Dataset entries
--*--
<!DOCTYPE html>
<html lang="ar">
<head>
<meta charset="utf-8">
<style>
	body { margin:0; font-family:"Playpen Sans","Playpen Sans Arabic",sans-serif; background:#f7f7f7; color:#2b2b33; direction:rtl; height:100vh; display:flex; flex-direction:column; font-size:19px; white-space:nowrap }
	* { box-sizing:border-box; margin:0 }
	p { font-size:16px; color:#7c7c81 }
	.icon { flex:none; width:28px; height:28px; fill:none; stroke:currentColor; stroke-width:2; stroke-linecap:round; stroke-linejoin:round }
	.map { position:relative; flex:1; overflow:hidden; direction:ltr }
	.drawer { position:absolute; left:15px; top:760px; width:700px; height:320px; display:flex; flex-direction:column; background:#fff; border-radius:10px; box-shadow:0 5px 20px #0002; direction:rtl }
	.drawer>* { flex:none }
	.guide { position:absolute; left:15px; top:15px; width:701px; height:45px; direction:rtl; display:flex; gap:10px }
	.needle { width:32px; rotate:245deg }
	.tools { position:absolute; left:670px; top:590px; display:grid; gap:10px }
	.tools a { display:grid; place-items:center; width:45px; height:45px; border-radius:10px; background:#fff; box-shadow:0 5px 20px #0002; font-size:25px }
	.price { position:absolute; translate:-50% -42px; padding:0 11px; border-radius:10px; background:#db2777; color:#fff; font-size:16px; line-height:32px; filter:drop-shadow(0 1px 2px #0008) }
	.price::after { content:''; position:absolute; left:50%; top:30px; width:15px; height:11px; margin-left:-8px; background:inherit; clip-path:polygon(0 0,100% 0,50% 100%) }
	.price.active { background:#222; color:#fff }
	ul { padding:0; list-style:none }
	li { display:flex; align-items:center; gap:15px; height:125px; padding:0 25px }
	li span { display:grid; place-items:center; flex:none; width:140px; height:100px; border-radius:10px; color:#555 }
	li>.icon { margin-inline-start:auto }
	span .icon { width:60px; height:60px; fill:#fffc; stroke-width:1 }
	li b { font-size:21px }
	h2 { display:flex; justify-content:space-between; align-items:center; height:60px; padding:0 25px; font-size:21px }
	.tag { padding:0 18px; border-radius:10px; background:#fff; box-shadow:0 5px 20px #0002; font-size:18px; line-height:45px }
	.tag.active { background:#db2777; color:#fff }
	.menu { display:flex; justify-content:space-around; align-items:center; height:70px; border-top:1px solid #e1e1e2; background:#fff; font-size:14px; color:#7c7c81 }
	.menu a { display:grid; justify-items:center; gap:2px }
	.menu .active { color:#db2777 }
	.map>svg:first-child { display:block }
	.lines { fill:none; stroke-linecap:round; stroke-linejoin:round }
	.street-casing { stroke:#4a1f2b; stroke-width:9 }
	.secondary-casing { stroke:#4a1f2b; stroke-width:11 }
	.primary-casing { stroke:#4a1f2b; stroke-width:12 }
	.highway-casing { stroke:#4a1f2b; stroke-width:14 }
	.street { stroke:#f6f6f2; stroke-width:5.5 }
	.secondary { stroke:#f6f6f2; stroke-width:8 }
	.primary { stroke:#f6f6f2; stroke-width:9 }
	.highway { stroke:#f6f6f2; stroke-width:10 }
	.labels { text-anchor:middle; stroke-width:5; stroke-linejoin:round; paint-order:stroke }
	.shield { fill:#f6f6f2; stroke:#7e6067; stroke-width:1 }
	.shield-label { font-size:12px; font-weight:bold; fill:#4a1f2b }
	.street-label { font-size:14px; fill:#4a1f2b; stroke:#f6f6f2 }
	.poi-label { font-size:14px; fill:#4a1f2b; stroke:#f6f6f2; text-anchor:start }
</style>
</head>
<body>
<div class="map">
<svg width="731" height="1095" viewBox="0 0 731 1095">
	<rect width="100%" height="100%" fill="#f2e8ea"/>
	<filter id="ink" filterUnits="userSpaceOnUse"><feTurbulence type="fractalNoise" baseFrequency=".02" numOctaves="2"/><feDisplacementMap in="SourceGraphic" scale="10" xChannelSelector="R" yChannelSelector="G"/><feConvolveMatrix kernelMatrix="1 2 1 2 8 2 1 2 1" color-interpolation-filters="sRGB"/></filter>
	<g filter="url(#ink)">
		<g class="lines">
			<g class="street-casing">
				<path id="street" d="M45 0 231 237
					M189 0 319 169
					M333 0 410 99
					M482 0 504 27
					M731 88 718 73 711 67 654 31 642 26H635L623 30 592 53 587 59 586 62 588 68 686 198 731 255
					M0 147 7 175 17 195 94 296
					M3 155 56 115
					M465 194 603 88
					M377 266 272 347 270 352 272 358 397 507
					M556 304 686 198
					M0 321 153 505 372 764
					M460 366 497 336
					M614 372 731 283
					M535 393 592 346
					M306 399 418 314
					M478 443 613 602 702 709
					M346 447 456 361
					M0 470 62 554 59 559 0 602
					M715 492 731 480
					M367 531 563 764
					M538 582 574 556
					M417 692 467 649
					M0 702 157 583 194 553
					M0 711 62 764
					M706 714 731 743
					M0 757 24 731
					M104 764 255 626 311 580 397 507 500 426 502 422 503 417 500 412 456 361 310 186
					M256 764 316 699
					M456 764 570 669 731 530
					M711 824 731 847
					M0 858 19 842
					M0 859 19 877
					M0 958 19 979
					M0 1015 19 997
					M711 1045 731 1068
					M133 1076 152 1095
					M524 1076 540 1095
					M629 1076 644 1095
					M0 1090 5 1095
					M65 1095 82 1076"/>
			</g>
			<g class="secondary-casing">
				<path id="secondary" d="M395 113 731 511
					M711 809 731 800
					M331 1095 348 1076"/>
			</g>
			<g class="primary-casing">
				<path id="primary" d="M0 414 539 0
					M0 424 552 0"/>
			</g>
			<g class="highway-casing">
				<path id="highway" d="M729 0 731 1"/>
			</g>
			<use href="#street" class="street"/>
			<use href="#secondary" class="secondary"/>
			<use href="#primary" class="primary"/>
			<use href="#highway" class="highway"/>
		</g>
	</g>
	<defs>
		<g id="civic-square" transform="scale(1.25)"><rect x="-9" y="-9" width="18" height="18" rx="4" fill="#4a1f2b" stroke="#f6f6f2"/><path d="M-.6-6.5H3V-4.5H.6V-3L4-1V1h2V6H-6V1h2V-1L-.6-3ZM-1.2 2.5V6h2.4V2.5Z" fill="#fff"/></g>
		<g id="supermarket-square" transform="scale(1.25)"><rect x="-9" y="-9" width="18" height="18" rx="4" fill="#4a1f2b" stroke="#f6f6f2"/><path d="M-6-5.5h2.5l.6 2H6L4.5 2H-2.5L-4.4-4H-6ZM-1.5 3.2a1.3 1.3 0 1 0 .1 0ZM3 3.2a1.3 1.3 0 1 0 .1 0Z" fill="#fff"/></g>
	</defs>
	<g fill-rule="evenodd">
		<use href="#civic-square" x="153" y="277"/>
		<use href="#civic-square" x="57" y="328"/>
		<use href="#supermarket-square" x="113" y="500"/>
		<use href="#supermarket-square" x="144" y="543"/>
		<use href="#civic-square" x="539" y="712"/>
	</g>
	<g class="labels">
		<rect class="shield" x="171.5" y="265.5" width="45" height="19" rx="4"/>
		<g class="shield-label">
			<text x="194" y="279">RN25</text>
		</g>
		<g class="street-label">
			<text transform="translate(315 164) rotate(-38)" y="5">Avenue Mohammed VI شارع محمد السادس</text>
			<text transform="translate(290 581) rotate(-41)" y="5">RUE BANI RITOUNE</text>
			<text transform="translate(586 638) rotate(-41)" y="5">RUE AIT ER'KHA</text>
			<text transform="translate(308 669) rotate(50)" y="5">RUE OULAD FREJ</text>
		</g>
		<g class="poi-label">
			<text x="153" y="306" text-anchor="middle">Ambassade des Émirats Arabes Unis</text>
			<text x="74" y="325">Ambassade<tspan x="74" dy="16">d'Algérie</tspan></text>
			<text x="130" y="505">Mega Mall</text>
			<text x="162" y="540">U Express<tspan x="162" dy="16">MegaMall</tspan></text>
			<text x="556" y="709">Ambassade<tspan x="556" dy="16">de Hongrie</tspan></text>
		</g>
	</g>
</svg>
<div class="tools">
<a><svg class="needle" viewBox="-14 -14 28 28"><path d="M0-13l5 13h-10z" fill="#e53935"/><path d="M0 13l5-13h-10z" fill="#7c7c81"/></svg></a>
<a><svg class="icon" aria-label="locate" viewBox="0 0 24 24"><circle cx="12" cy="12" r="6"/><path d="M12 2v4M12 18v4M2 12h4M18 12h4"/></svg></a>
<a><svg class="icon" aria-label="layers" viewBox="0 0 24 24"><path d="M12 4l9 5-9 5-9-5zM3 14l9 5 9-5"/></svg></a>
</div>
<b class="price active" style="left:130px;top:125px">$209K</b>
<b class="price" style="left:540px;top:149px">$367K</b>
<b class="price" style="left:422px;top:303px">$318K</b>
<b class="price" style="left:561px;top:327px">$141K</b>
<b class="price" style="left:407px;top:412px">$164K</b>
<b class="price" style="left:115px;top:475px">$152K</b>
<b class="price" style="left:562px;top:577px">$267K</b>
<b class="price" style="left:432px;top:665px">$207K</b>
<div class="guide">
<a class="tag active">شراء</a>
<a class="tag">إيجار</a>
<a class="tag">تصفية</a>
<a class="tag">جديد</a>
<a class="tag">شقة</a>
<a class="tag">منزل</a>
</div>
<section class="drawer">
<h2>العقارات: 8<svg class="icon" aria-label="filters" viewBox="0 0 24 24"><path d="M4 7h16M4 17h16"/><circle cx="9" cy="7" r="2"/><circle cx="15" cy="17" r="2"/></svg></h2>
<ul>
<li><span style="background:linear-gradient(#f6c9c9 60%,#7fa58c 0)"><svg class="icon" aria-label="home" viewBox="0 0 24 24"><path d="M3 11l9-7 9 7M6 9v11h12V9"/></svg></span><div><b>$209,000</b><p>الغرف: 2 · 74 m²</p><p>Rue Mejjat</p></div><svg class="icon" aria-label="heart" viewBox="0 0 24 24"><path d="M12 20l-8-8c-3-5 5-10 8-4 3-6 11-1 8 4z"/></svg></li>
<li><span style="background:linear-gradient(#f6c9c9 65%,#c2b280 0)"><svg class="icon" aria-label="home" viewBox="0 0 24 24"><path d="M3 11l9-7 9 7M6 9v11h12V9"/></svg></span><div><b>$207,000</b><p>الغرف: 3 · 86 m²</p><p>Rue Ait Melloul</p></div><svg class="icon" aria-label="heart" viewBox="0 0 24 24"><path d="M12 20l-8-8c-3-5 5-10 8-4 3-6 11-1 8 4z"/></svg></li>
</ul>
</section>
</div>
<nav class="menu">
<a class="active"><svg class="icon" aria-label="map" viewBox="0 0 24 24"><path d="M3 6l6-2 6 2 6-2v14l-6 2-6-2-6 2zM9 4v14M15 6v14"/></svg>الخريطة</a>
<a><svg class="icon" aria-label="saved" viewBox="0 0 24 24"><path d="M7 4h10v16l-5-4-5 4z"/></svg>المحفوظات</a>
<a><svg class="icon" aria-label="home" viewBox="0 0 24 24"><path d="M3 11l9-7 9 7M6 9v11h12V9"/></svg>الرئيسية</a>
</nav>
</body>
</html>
--*--
• **Your goal**
Find the string "supermarket" in the entries above. Copy each line where it occurs.

• **Response box**
		<g id="supermarket-square" transform="scale(1.25)"><rect x="-9" y="-9" width="18" height="18" rx="4" fill="#4a1f2b" stroke="#f6f6f2"/><path d="M-6-5.5h2.5l.6 2H6L4.5 2H-2.5L-4.4-4H-6ZM-1.5 3.2a1.3 1.3 0 1 0 .1 0ZM3 3.2a1.3 1.3 0 1 0 .1 0Z" fill="#fff"/></g>
		<use href="#supermarket-square" x="113" y="500"/>
		<use href="#supermarket-square" x="144" y="543"/>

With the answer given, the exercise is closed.